TASK PROMPT → Find every line in the data that contains the word "note". Return each of those lines.

INFORMATION PROVIDED →

▼

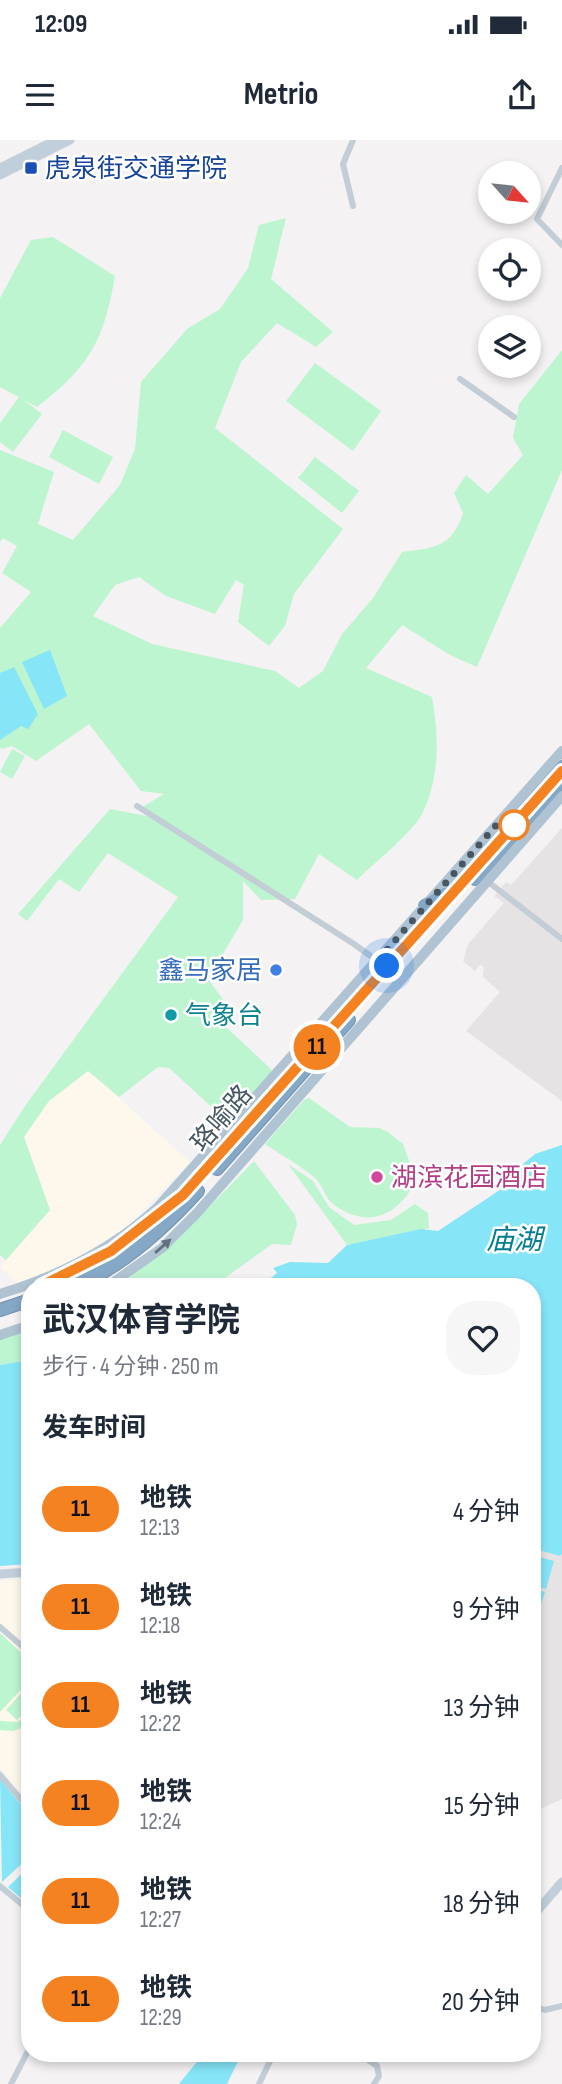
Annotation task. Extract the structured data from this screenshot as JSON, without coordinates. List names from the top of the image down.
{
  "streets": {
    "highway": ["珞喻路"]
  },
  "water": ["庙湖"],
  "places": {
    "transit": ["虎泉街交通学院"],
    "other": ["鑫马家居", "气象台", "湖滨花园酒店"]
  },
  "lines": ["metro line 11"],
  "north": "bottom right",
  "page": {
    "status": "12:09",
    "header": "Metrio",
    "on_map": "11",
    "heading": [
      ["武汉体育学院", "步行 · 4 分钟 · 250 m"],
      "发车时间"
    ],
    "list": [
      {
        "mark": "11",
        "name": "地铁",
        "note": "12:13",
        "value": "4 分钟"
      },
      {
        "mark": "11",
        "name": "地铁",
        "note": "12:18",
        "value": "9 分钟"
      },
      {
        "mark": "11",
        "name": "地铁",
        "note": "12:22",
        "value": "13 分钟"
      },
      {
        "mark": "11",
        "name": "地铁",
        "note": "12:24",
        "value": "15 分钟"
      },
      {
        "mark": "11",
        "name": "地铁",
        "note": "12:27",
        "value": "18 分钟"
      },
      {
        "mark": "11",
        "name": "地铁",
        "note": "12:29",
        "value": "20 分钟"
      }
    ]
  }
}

▲

RESPONSE TO THE TASK →
        "note": "12:13",
        "note": "12:18",
        "note": "12:22",
        "note": "12:24",
        "note": "12:27",
        "note": "12:29",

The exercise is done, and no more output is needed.